The fugitive who allegedly gunned down a pro-Trump protester in Portland, Oregon, over the summer had his gun in his pocket when he was killed in a hail of more than 30 bullets by members of a federal task force, authorities said at a news conference on Tuesday.
Investigators found a loaded .380-caliber handgun in Michael Reinoehl's right front pants pocket and claimed the 48-year-old's hand was on or near the weapon when he was killed, according to Thurston County Sheriff's Lt. Ray Brady.
The new information follows initial reports from investigators who said members of the federal fugitive task force involved in shooting Reinoehl gave conflicting statements. One said he opened fire when Reinoehl pointed a gun at task force members, while another alleged Reinoehl appeared to be reaching for a gun when he was shot, officials said.
In a statement released shortly after Reinoehl was shot, the U.S. Marshals service said task force members opened fire on the fugitive who "produced a firearm, threatening the lives of law enforcement officers."
Reinoehl was killed in Lacey, Washington, on Sept. 3, just hours after an arrest warrant was issued for him on a second-degree murder charge in the fatal shooting of 39-year-old Aaron "Jay" Danielson on Aug. 29 in Portland. Authorities alleged that Danielson was shot to death during a street confrontation with Reinoehl, who told Vice News he was there providing security for Black Lives Matter protesters.
Danielson was part of a group of self-described Trump supporters who came to Portland en masse and clashed with protesters demonstrating against police brutality. Friends said Danielson was also a supporter of the right-wing group "Patriot Prayer."
Brady said investigators are still waiting for lab results to determine whether the gun found on Reinoehl is the same one used to shoot Danielson.
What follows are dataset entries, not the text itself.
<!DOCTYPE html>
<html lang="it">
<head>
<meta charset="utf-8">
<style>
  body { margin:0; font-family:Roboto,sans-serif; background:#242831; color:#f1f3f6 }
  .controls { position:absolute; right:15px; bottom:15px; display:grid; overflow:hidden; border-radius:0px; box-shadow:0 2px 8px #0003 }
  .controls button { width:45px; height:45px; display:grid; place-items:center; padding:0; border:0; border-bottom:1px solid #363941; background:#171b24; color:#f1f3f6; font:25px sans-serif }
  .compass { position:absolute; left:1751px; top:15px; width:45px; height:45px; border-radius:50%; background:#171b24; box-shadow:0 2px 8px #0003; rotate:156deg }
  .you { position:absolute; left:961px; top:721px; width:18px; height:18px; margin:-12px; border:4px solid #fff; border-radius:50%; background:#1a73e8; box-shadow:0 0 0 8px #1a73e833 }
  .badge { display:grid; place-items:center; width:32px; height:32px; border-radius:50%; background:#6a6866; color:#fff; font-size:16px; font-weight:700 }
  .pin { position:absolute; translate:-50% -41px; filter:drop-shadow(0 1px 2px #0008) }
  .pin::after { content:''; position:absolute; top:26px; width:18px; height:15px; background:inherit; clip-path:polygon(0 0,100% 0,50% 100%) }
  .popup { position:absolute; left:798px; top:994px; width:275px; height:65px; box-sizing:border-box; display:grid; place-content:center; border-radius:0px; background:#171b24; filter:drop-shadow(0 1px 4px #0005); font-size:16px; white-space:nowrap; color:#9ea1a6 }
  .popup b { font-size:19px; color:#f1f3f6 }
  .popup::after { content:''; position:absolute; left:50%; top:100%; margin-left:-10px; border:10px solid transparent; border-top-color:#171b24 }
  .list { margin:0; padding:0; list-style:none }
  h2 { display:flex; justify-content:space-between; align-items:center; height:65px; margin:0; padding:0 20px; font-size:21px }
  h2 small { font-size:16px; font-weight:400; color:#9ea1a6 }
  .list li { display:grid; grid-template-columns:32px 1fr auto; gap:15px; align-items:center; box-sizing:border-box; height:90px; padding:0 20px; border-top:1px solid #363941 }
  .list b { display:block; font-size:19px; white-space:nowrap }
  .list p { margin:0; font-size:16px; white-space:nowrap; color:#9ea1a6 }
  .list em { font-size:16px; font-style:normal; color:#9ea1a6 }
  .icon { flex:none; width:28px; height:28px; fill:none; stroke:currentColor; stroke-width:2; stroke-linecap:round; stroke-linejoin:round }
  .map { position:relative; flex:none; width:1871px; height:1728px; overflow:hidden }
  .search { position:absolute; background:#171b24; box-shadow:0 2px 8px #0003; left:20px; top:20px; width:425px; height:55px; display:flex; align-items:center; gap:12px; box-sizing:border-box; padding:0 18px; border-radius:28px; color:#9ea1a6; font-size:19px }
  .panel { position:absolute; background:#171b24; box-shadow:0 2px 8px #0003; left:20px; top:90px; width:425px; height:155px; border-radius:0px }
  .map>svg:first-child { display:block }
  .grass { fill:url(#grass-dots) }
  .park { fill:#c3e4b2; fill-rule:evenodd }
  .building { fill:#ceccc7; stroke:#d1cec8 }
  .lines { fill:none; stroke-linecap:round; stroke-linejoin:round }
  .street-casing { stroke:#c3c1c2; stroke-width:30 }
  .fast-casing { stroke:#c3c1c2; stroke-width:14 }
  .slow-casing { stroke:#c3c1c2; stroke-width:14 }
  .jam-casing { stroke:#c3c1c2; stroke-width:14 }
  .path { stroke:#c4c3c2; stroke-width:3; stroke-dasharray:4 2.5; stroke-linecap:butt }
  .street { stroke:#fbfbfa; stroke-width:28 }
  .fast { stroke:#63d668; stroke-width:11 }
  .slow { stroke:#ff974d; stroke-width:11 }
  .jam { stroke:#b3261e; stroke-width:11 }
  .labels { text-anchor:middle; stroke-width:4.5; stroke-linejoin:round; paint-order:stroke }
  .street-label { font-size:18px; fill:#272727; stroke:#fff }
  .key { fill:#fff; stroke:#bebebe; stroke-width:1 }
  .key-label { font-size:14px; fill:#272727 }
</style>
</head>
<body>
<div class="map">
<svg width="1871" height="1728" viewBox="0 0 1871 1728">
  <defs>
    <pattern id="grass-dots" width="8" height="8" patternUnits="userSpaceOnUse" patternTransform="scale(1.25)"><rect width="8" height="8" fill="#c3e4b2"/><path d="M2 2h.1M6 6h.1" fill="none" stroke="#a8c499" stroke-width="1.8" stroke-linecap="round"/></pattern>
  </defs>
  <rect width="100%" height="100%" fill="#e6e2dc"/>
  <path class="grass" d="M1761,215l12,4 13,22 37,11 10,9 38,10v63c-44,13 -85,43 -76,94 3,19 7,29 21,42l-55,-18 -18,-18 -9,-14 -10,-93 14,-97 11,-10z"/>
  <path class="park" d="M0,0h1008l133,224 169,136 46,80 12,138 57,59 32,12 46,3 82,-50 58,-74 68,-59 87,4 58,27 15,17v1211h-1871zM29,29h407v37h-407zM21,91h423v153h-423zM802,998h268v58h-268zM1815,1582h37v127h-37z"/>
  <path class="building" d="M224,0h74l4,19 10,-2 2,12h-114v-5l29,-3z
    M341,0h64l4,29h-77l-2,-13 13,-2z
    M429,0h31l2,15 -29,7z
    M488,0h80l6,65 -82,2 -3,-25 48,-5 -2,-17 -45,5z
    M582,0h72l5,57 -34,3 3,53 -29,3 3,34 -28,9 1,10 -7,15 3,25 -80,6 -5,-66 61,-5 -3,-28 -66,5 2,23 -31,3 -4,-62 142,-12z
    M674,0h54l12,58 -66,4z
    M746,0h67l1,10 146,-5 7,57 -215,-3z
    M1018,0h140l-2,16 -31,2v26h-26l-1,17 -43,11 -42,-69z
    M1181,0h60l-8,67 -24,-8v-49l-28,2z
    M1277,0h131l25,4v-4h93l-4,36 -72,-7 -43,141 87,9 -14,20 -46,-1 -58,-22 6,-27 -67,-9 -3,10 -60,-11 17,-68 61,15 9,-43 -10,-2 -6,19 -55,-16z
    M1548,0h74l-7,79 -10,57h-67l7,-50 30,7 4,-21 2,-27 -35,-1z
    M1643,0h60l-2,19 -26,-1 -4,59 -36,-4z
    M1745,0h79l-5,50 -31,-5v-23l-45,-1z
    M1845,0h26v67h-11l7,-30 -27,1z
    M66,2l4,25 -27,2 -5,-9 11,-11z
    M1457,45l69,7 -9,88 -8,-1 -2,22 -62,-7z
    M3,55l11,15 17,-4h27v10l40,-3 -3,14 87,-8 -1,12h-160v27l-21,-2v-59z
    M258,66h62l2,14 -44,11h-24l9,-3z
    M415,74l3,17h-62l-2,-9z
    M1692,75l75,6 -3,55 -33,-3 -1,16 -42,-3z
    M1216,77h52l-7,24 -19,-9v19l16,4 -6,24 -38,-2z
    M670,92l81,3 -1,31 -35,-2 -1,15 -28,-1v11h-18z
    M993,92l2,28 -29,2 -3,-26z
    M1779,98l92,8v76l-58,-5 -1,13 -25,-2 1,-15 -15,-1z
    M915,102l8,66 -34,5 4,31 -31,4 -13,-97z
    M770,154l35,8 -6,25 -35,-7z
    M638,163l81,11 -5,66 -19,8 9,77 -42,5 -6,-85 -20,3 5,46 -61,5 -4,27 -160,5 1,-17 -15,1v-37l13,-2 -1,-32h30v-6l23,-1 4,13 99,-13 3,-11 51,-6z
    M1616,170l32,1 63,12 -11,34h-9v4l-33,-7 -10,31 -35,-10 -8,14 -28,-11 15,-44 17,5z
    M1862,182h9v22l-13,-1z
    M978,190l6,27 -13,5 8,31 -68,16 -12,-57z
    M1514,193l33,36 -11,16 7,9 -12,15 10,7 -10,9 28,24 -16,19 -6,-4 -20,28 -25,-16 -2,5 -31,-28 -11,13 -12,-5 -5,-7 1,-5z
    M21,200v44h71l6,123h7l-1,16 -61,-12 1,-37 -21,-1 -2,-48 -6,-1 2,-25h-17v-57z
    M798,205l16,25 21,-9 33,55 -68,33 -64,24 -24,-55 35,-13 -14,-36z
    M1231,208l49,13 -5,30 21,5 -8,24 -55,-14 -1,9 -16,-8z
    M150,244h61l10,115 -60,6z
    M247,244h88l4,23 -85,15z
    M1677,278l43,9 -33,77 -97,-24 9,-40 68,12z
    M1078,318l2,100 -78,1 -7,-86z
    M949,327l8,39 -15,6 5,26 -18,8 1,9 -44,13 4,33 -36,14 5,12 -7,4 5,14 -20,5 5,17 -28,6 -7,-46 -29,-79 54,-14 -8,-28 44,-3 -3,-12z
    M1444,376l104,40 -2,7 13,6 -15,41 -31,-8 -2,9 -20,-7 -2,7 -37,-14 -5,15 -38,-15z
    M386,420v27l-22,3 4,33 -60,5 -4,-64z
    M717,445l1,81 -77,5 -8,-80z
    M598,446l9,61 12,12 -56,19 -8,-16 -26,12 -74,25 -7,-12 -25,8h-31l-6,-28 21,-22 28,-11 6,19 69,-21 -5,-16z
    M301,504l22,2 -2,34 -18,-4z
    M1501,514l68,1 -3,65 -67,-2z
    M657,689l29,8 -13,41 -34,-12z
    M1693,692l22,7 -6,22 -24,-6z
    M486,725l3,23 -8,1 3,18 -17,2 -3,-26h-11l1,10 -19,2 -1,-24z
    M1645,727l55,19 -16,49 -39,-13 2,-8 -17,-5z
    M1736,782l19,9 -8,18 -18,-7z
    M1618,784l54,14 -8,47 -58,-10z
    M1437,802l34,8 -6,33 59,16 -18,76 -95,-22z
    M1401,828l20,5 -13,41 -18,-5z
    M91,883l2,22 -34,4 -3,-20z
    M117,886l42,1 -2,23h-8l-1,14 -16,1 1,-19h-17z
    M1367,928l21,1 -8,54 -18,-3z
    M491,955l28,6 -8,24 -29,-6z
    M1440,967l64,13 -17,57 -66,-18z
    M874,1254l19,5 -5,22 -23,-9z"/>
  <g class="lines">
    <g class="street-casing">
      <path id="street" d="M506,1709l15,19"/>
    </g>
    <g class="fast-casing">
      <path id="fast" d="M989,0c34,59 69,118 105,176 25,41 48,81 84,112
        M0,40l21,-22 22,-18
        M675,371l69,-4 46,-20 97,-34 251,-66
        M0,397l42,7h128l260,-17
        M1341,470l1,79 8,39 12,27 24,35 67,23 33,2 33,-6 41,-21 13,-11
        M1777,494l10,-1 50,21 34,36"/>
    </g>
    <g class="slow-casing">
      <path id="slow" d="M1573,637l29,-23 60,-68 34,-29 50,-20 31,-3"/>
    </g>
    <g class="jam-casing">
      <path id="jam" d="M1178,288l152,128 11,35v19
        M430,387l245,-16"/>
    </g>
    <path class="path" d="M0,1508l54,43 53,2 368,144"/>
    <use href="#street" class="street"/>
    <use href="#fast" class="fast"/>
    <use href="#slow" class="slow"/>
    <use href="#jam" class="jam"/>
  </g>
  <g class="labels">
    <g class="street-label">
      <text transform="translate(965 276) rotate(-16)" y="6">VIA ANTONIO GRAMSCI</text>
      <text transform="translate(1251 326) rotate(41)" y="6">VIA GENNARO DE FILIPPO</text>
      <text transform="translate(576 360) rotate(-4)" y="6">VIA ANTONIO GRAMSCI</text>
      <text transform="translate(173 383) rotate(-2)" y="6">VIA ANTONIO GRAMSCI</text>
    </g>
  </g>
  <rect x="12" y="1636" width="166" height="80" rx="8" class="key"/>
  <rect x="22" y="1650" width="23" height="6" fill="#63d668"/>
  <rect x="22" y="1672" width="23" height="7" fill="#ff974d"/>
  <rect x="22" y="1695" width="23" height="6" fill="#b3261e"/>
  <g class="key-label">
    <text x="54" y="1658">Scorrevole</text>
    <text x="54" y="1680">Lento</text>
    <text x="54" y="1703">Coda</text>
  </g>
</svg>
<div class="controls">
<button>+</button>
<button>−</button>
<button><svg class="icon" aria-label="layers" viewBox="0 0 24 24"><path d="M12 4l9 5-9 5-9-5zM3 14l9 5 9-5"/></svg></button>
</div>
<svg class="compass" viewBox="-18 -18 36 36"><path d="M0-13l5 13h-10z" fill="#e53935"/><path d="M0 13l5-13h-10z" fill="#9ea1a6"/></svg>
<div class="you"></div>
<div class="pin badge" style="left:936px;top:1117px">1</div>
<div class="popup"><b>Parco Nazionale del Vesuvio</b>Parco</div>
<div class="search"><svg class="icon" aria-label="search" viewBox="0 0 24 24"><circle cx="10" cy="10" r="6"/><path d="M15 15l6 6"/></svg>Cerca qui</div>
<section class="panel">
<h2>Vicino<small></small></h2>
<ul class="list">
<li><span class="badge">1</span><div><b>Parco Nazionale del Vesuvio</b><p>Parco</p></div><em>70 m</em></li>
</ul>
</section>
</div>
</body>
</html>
The latest details regarding Reinoehl's death come after several witnesses claimed they did not hear task force members yell out any warnings to Reinoehl before they opened fire on him.
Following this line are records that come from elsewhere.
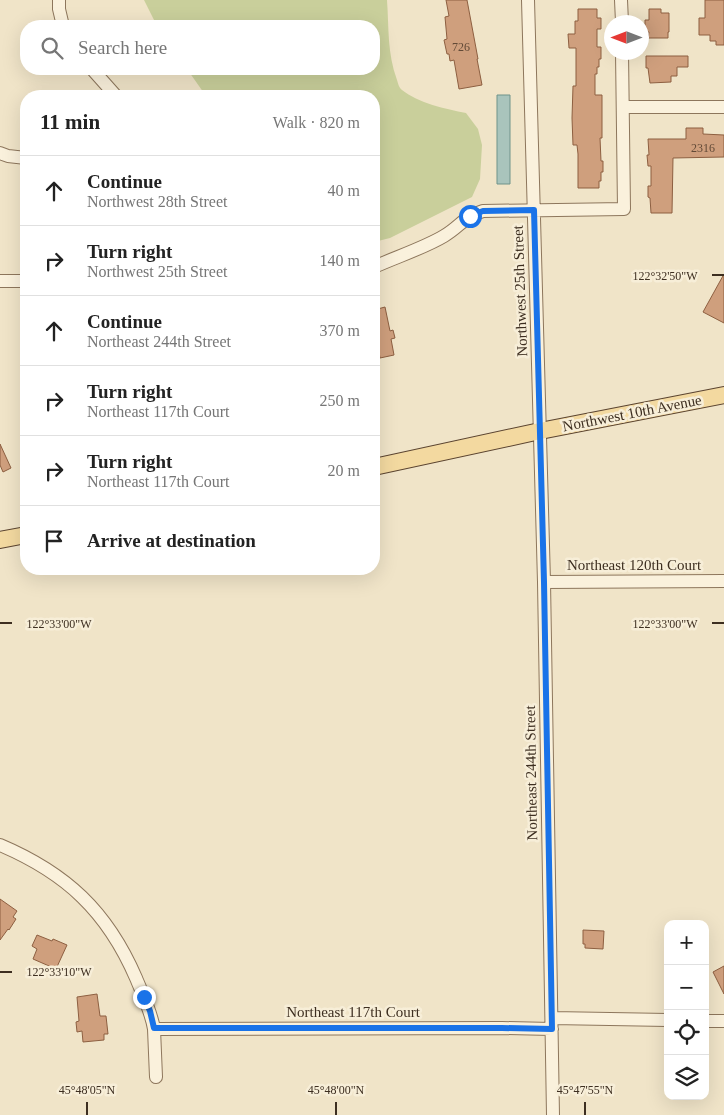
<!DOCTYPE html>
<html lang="en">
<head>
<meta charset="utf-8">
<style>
  body { margin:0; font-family:Georgia,serif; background:#f6f6f6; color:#222 }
  .controls { position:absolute; right:15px; bottom:15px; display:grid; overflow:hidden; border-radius:10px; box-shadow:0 5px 20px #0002 }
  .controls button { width:45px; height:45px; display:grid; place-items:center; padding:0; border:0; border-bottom:1px solid #e0e0e0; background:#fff; color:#222; font:25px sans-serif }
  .compass { position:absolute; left:604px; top:15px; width:45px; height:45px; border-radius:50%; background:#fff; box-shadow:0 5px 20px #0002; rotate:270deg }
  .stop { position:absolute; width:15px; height:15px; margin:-11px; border:4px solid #1a73e8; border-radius:50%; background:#fff }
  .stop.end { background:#1a73e8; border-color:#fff; box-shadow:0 1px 5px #0008 }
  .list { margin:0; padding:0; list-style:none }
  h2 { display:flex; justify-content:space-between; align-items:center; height:65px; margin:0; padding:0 20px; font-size:21px }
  h2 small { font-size:16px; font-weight:400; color:#767676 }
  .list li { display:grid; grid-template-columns:32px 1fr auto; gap:15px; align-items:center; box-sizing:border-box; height:70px; padding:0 20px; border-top:1px solid #e0e0e0 }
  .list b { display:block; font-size:19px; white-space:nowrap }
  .list p { margin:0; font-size:16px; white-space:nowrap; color:#767676 }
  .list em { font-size:16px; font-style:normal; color:#767676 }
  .icon { flex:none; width:28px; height:28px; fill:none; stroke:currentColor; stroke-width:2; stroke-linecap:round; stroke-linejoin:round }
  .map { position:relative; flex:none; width:724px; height:1115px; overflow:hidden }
  .search { position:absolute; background:#fff; box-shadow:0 5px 20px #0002; left:20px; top:20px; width:360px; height:55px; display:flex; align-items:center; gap:12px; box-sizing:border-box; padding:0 18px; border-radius:20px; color:#767676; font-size:19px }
  .panel { position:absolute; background:#fff; box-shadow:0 5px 20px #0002; left:20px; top:90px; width:360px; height:485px; border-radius:20px }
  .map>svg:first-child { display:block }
  .green { fill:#c9cf9b }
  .water { fill:#a9c4bc; stroke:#6f938a }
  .building { fill:#cf9f7d; stroke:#8d5f41 }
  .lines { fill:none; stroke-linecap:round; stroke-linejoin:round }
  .minor-casing { stroke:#8d765c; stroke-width:14 }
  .major-casing { stroke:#5b4430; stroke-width:18 }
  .minor { stroke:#faf1dc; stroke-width:12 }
  .major { stroke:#f3d9a0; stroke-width:16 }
  .route { stroke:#1a73e8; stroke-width:6 }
  .ticks { fill:none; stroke:#3d2e20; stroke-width:2 }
  .labels { text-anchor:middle; stroke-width:5; stroke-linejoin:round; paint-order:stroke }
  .number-label { font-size:12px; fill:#624a37 }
  .street-label { font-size:15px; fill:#3d2e20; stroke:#f7eed8 }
  .ticks-label { font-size:12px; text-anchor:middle; fill:#3d2e20; stroke:#f7eed8; stroke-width:5; stroke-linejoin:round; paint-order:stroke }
</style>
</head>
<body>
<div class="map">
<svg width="724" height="1115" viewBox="0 0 724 1115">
  <rect width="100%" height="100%" fill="#f0e4c8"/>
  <path class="green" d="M144,0H387C389,28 387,53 397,80C398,83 399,88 402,90C418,103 446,109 466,113L478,129L482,145L480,179L472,197L390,238L374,242V96H206L187,69H374V26H157Z"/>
  <path class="water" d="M497,95H510V184H497Z"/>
  <path class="building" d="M446,0H467L478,59H477L482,85L459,89L454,60L450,61L449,54H447L444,40L447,39L445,17L449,16Z
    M705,0H724V45H716V41H710V35H699V18H705Z
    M578,9H597V18H601V29H597V47H601V59H599V67H597V74H595V95H602V138H600L601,161H603V172H601V181H599V188H578V154L577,145H573L572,118L573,86H576V48H569L568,34H575V21H578Z
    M649,9H661V13H669V32H668V38H648L649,32H645V20H649Z
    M646,56H688V67H677V76H671V82L650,83L648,68H646Z
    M686,128H703V134L724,135V157L673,158L672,213H651L650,198L648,197V186H651V166H648L647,155H649L648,139H686Z
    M724,274V323L703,312Z
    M385,307L390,331L393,330L395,338L391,339L394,355L380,358L379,352L374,353V310Z
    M0,444L11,468L3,472L0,465Z
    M0,899L17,911L13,917L16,919L9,930L8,929L0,940Z
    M583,930L604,931L603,949L585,948V944H583Z
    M37,935L52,941L53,939L67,945L56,969L33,959L37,949L32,946Z
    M724,966V994L713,972Z
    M97,994L100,1016H106L108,1034H104V1040L83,1042L82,1031L77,1032L76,1022L79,1021L77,997Z"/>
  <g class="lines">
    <g class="minor-casing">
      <path id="minor" d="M59,0V9L63,26
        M528,0L544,582L553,1115
        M621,0L622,22
        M92,69L116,96
        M623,107H724
        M0,153L8,156L26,158
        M374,267C396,257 424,248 444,236C461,226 463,217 483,211L624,209L622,52
        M0,281H26
        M544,582L724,581
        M0,845C66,873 107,911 136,978C143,995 151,1011 154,1029L502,1028L552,1029
        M552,1018L668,1020
        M705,1021H724
        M154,1029L156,1077"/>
    </g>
    <g class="major-casing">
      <path id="major" d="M374,467L540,431L724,395
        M0,540L26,535"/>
    </g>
    <use href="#minor" class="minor"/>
    <use href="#major" class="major"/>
  </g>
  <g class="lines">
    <path class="route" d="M144,997L150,1011L154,1028H502L552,1029L544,582L534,210L483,211L470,216"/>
  </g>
  <path class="ticks" d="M712,275H724M0,623H12M712,623H724M0,972H12M87,1102V1115M336,1102V1115M585,1102V1115"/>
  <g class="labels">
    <g class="number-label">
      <text x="461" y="51">726</text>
      <text x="703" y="152">2316</text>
    </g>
    <g class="street-label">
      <text transform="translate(520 291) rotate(-92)" y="5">Northwest 25th Street</text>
      <text transform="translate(632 413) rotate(-11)" y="5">Northwest 10th Avenue</text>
      <text x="634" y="570">Northeast 120th Court</text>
      <text transform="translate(531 773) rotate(-91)" y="5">Northeast 244th Street</text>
      <text x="353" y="1017">Northeast 117th Court</text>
    </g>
  </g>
  <g class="ticks-label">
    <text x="665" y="280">122°32'50"W</text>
    <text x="665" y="628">122°33'00"W</text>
    <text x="59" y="628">122°33'00"W</text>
    <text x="59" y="976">122°33'10"W</text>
    <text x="87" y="1094">45°48'05"N</text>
    <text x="336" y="1094">45°48'00"N</text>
    <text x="585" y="1094">45°47'55"N</text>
  </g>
</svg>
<div class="controls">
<button>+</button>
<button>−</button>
<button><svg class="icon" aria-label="locate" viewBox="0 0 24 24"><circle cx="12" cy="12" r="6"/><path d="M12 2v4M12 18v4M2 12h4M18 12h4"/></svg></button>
<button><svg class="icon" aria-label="layers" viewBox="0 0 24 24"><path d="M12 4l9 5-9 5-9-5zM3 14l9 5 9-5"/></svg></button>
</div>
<svg class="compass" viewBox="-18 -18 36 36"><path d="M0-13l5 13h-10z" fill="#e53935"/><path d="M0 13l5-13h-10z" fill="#767676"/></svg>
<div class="stop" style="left:470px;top:216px"></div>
<div class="stop end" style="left:144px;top:997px"></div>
<div class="search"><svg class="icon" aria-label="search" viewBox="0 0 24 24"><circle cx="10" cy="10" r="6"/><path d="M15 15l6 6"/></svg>Search here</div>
<section class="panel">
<h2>11 min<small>Walk · 820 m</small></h2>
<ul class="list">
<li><svg class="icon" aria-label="ahead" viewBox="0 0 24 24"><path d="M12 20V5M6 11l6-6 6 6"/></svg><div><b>Continue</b><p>Northwest 28th Street</p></div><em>40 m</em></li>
<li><svg class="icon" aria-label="right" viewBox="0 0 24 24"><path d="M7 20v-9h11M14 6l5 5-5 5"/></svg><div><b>Turn right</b><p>Northwest 25th Street</p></div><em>140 m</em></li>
<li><svg class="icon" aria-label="ahead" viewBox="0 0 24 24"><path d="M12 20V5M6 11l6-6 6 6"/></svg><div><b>Continue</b><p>Northeast 244th Street</p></div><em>370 m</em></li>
<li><svg class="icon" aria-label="right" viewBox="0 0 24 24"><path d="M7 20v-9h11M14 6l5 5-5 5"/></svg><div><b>Turn right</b><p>Northeast 117th Court</p></div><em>250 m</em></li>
<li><svg class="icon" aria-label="right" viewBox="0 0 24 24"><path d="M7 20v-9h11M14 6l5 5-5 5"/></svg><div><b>Turn right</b><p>Northeast 117th Court</p></div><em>20 m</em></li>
<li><svg class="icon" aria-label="arrive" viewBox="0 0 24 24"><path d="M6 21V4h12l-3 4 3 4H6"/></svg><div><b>Arrive at destination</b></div></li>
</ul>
</section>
</div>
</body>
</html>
''Officers shot multiple rapid-fire rounds at Reinoehl before issuing a brief 'stop' command, quickly followed by more rapid-fire shooting by additional officers,'' witness Nathaniel Dingess, who lives near the apartment complex where Reinoehl was shot, said in a statement to The Oregonian newspaper.
The New York Times reported in October that in interviews the newspaper conducted with 22 people near the scene of Reinoehl's death, all but one claimed the task force members failed to identify themselves or give Reinoehl commands before they unleashed a barrage of gunfire.
On Tuesday, Brady disputed the statements from witnesses, saying four members of the federal task force gave Reinoehl "commands to stop and show his hands" prior to shooting him.
Brady said Reinoehl was shot and wounded while he was still inside his car. He said Reinoehl got out of the vehicle and attempted to run but collapsed in the street. Reinoehl was pronounced dead at the scene.
Brady said there is no evidence that Reinoehl fired his .380-caliber weapon at the task force members. He said one .380-caliber shell casing was discovered in the back seat of Reinoehl's car, but that it was unclear how long the casing had been there or when it had been fired.
President Donald Trump praised the task force for killing Reinoehl.
"This guy was a violent criminal. And the U.S. Marshals killed him," Trump said in a Sept. 13 interview with Fox News. “I will tell you something, that’s the way it has to be. There has to be retribution when you have crime like this."
Attorney General William Barr also released a statement following Reinoehl's death, saying, “The tracking down of Reinoehl -- a dangerous fugitive, admitted Antifa member, and suspected murderer -- is a significant accomplishment in the ongoing effort to restore law and order to Portland and other cities."